Your objective:
Pick each line containing "Schubertring" out of the records.

Material supplied:
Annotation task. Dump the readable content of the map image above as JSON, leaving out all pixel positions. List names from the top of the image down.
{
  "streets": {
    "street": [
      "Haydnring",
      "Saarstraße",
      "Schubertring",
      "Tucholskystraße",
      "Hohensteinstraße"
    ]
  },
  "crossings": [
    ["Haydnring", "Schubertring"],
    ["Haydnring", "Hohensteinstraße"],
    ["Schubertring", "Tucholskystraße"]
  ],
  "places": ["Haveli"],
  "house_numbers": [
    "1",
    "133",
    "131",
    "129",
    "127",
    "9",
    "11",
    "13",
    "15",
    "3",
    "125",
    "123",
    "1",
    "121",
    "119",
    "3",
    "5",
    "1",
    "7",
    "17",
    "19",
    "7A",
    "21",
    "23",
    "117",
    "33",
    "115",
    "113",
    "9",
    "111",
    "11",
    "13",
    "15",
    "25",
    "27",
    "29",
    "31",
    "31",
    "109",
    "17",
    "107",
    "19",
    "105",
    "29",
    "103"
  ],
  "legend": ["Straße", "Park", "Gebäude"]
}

Response to the task:
      "Schubertring",
    ["Haydnring", "Schubertring"],
    ["Schubertring", "Tucholskystraße"]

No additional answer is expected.